В последней же книге поэта мир строится по иным законам. То, что в «Тяжелой лире» было крайностью, в «Европейской ночи» стало — нормой; то, что там звучало лишь намеком, здесь стало — реальностью. Пространство жизни расколото здесь до основания, мир и душа разобщены без надежды услышать друг друга, дисгармония, хаос воцарились в этом мире, лишенном души, и трагическое ожесточение проникло в душу, отсеченную мира. Отсюда — и тщательно выписанные подробности внешнего, «мертвого» мира («Берлинское», «Окна во двор», многие другие стихотворения); и все эти «серощетинистые собаки», «уродики, уродища, уроды», «клубки червей», «дома — как демоны», «опустошенные» существа с «песьими головами», вышедшие «на перекрестки тьмы», и т.п.

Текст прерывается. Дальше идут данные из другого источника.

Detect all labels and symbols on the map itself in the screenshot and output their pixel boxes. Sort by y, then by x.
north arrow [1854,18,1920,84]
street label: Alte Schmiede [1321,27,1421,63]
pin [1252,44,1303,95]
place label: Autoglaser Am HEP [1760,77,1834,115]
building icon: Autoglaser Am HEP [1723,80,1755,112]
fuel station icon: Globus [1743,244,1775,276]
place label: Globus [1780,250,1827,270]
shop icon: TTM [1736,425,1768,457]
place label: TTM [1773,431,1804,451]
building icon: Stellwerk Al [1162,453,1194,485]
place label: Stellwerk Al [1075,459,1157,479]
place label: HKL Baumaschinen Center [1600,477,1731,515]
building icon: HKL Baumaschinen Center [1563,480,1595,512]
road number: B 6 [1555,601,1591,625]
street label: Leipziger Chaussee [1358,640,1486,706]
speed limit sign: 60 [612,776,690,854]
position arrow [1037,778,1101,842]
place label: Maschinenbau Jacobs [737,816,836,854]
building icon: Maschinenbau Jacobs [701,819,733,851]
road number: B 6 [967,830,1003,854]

Отсюда — и неизменное внутреннее противоречие и противоборство между строгими законами пушкинской поэтики, исповедуемыми Ходасевичем, и заключенным в эти строгие и стройные рамки «диким голосом катастроф», «железным скрежетом какофонических миров». Поверяя пушкинской гармонией дисгармоничность современного мира, Ходасевич и стремился совладать классическим метром с разразившимся вокруг и воссоздаваемым в стихах хаосом, и неизбежно подвергал характерным деформациям саму поэтику — расширением лексики, выламыванием строки, ужесточением ритма и т.д., — сохраняя и верность эпохе, и приверженность классическим заветам.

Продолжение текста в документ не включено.